Activity
Write out the records word for word, with no pictures.
Material provided Block Start
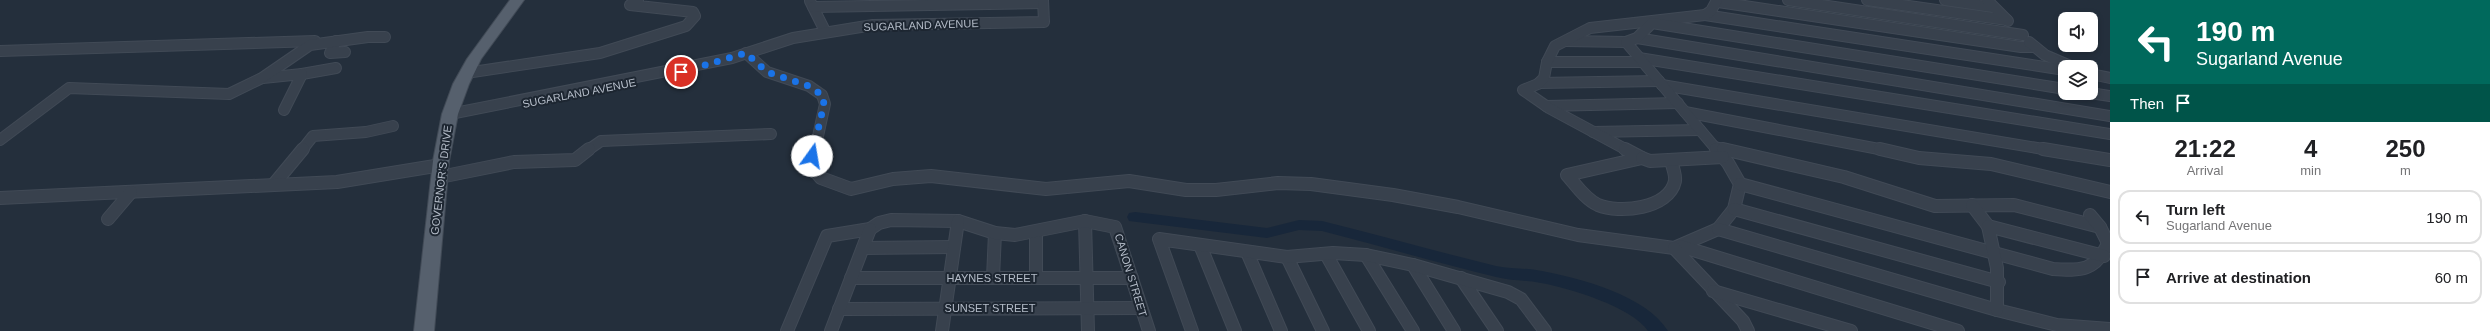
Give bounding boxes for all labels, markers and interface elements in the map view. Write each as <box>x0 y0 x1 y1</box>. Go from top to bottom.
map controls <box>2058 12 2098 100</box>
button: sound <box>2058 12 2098 52</box>
icon: left <box>2130 16 2182 68</box>
text: 190 m <box>2196 16 2275 47</box>
street label: SUGARLAND AVENUE <box>863 17 979 33</box>
text: Sugarland Avenue <box>2196 49 2343 69</box>
pin <box>664 55 698 89</box>
button: layers <box>2058 60 2098 100</box>
icon: arrive <box>670 61 692 83</box>
street label: SUGARLAND AVENUE <box>521 76 637 110</box>
icon: arrive <box>2172 92 2194 114</box>
text: Then <box>2130 95 2164 112</box>
street label: GOVERNOR'S DRIVE <box>428 125 454 235</box>
position arrow <box>791 135 833 177</box>
text: 21:22 <box>2174 135 2236 162</box>
text: 4 <box>2304 135 2317 162</box>
text: 250 <box>2386 135 2426 162</box>
text: Arrival <box>2187 163 2224 178</box>
text: min <box>2300 163 2321 178</box>
text: m <box>2400 163 2411 178</box>
text: Turn left <box>2166 201 2225 218</box>
icon: left <box>2132 206 2154 228</box>
text: 190 m <box>2426 209 2468 226</box>
text: Sugarland Avenue <box>2166 218 2272 233</box>
street label: CANON STREET <box>1113 232 1149 318</box>
icon: arrive <box>2132 266 2154 288</box>
text: Arrive at destination <box>2166 269 2311 286</box>
text: 60 m <box>2435 269 2468 286</box>
street label: HAYNES STREET <box>947 272 1038 284</box>
street label: SUNSET STREET <box>945 302 1036 314</box>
Material provided Block End
Exercise output
Give bounding boxes for all labels, markers and interface elements in the map view. Write each as <box>x0 y0 x1 y1</box>. Go from top to bottom.
map controls <box>2058 12 2098 100</box>
button: sound <box>2058 12 2098 52</box>
icon: left <box>2130 16 2182 68</box>
text: 190 m <box>2196 16 2275 47</box>
street label: SUGARLAND AVENUE <box>863 17 979 33</box>
text: Sugarland Avenue <box>2196 49 2343 69</box>
pin <box>664 55 698 89</box>
button: layers <box>2058 60 2098 100</box>
icon: arrive <box>670 61 692 83</box>
street label: SUGARLAND AVENUE <box>521 76 637 110</box>
icon: arrive <box>2172 92 2194 114</box>
text: Then <box>2130 95 2164 112</box>
street label: GOVERNOR'S DRIVE <box>428 125 454 235</box>
position arrow <box>791 135 833 177</box>
text: 21:22 <box>2174 135 2236 162</box>
text: 4 <box>2304 135 2317 162</box>
text: 250 <box>2386 135 2426 162</box>
text: Arrival <box>2187 163 2224 178</box>
text: min <box>2300 163 2321 178</box>
text: m <box>2400 163 2411 178</box>
text: Turn left <box>2166 201 2225 218</box>
icon: left <box>2132 206 2154 228</box>
text: 190 m <box>2426 209 2468 226</box>
text: Sugarland Avenue <box>2166 218 2272 233</box>
street label: CANON STREET <box>1113 232 1149 318</box>
icon: arrive <box>2132 266 2154 288</box>
text: Arrive at destination <box>2166 269 2311 286</box>
text: 60 m <box>2435 269 2468 286</box>
street label: HAYNES STREET <box>947 272 1038 284</box>
street label: SUNSET STREET <box>945 302 1036 314</box>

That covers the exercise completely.